Williams reconstrói um universo de detalhes que estão relacionados as primeiras formas de organização humana. Enquanto narra as histórias de seus personagens, ele nos envolve com diversos detalhes históricos que vão desde a coleta e a caça e de animais, o aproveitamento da lã dos animais caçados, o domínio da agricultura e da pecuária, o domínio das técnicas relativas à produção, os procedimentos de descoberta dos astros até muitos outros elementos que estão perfeitamente alinhados com aquilo que é historicamente comprovado sobre aquele período histórico. Por se sustentar neste levantamento histórico, o autor conseguiu retratar de forma crível os grupos de caçadores e coletores, o seu cotidiano, as suas relações singulares e as personalidades dos sujeitos que transitam pelas histórias, de tal maneira que a ficção poderia facilmente ser verdade.
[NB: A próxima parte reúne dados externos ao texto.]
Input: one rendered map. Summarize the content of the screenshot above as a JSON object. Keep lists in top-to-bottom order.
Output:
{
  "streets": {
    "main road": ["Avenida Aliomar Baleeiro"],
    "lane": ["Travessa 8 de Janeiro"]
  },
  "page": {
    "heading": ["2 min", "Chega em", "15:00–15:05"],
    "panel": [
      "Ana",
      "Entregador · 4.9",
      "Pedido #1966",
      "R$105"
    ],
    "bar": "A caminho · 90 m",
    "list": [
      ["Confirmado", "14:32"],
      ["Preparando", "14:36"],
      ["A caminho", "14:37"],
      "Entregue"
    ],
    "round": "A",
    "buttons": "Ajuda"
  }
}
Não seria possível reconstruir, em termos historiográficos, aquilo que está colocado em detalhes na obra de Williams (1991), o máximo que a ciência histórica e antropológica consegue descrever ainda não seria capaz de atingir o grau de detalhismo que está presente em “O povo das montanhas negras”. É através da Arte, que não está submetida exigência de refletir cientificamente o real, que Williams (1991) consegue elaborar algo que a História e suas ciências auxiliares não conseguem.
Embora esta obra não nos sirva como material para especificar exatamente o que cada indivíduo que existiu naquele tempo histórico fez ou deixou de fazer, ao nível de seu cotidiano, e o que sentiram ou deixaram de sentir em dias específicos, ainda assim, há uma importância fundamental em estudá-la. O valor que existe em estudar esta obra reside justamente nesta capacidade do autor de detalhar e retratar, mesmo que apenas a nível estético e artístico, estes traços da organização social dos grupos primitivos de modo que consigamos contemplar o cotidiano e as singularidades daqueles grupos em ação. Tendo em vista todo o conhecimento histórico e cientificamente comprovado levantado pelo autor, é de se supor que os indivíduos agiriam de maneira muito semelhante ao que está retratado no livro.
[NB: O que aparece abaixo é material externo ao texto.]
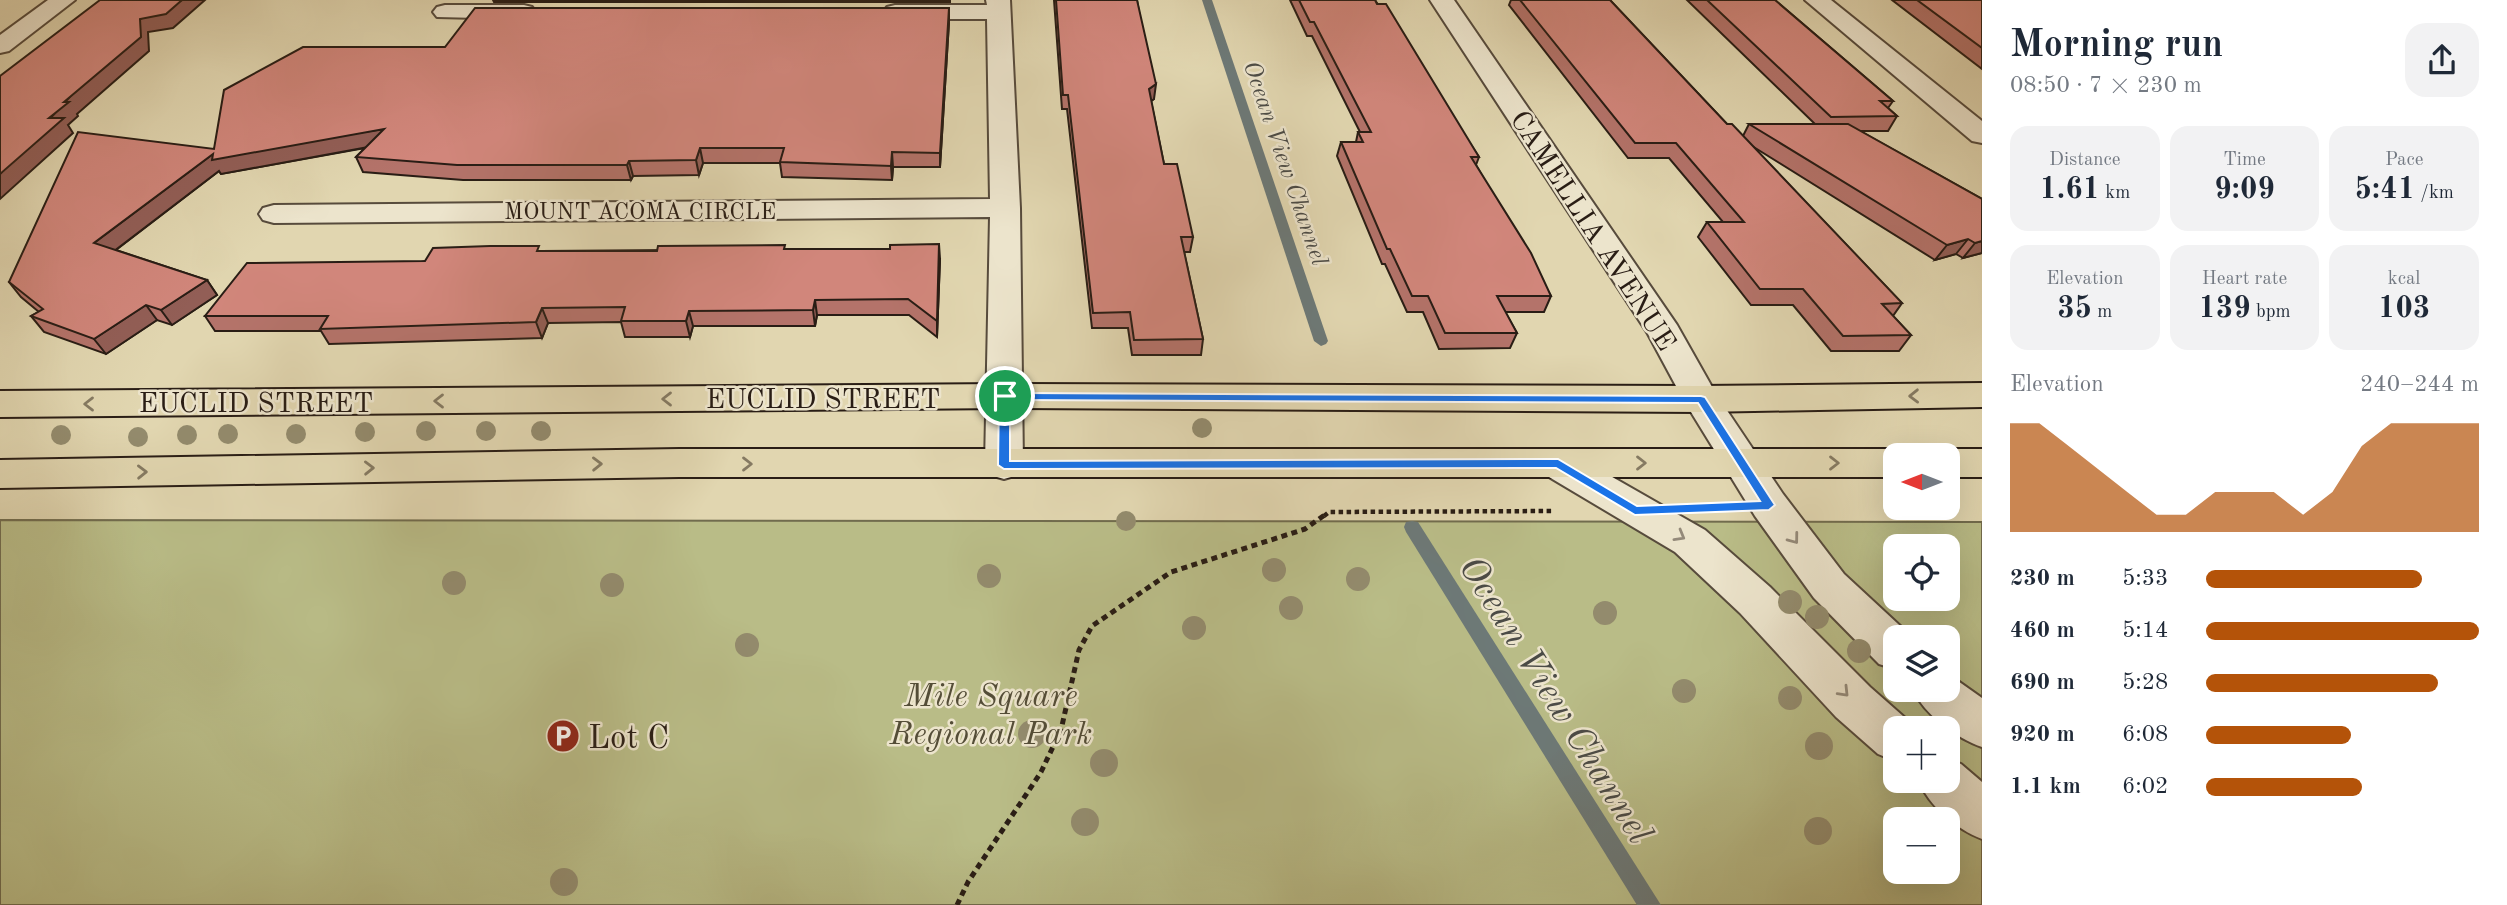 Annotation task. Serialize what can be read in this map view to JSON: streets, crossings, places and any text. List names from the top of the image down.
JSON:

A ORGANIZAÇÃO SOCIAL PRIMITIVA
É somente através do trabalho que surge a sociedade, o ser social propriamente dito. Entendido como o intercâmbio entre sociedade natureza, mediante o qual os homens e mulheres produzem seus meios de subsistência e de produção. Essa troca orgânica dos homens e mulheres com a natureza exige o desenvolvimento contínuo de capacidades e complexos socias sem os quais ela não se realiza, entre eles podemos citar, uma consciência para além da consciência animal e que antecipa os fins desejados e que guia a ação, um conhecimento dos meios que precisam ser ativados para realização da transformação do mundo natural em produto do trabalho, uma interação social entre os indivíduos, uma linguagem, uma divisão de tarefas etc.
É, portanto, através do trabalho que o homem deixa de ser simplesmente um primata vivo, curioso e sociável, para tornar-se um ser social capaz de manipular o meio e a si mesmo, desenvolver linguagens e tradições culturais, além de desenvolver seu próprio corpo e relações sociais, sexuais e de parentesco.
As primeiras formas de organização social humana constituíram-se em bandos de caçadores e coletores. Eles viveram em grupos comunais pequenos. Como o desenvolvimento das forças produtivas era extremamente baixo, os indivíduos encaravam uma realidade dura e escassa. As ameaças do mundo natural eram inúmeras e grandiosas, tendo em vista o incipiente afastamento das barreiras naturais daquelas sociedades. Consequentemente, o homem, a este ponto, tinha as ferramentas mais rudimentares possíveis. Todo este cenário econômico-social criava uma dinâmica na qual todos precisavam participar das atividades para garantir a sobrevivência do grupo. Sobre isso, Service (1971, p. 23) nos conta que,
A maioria das armas é tão limitada que o caçador tem de compensar o seu pequeno arsenal com engenho, persistência, sabedoria e, em muitos casos, a cooperação com outros ou, pelo menos, repartindo livremente a sua caça, quando tem sorte, para que possa mais tarde recebê-la de outros quando não tem sorte.
Devido a este baixo desenvolvimento das forças produtivas, as atividades de caça e coleta do homem primitivo eram quase que ininterruptas (SERVICE, 1971, p. 25), o que tornava impossível, nesta sociedade, o aparecimento de algum excedente de produção. Além disso, não era possível para um indivíduo do grupo viver às custas do trabalho alheio, então é correto afirmar que não existia nas sociedades de caçadores e coletores uma separação entre trabalho manual e intelectual.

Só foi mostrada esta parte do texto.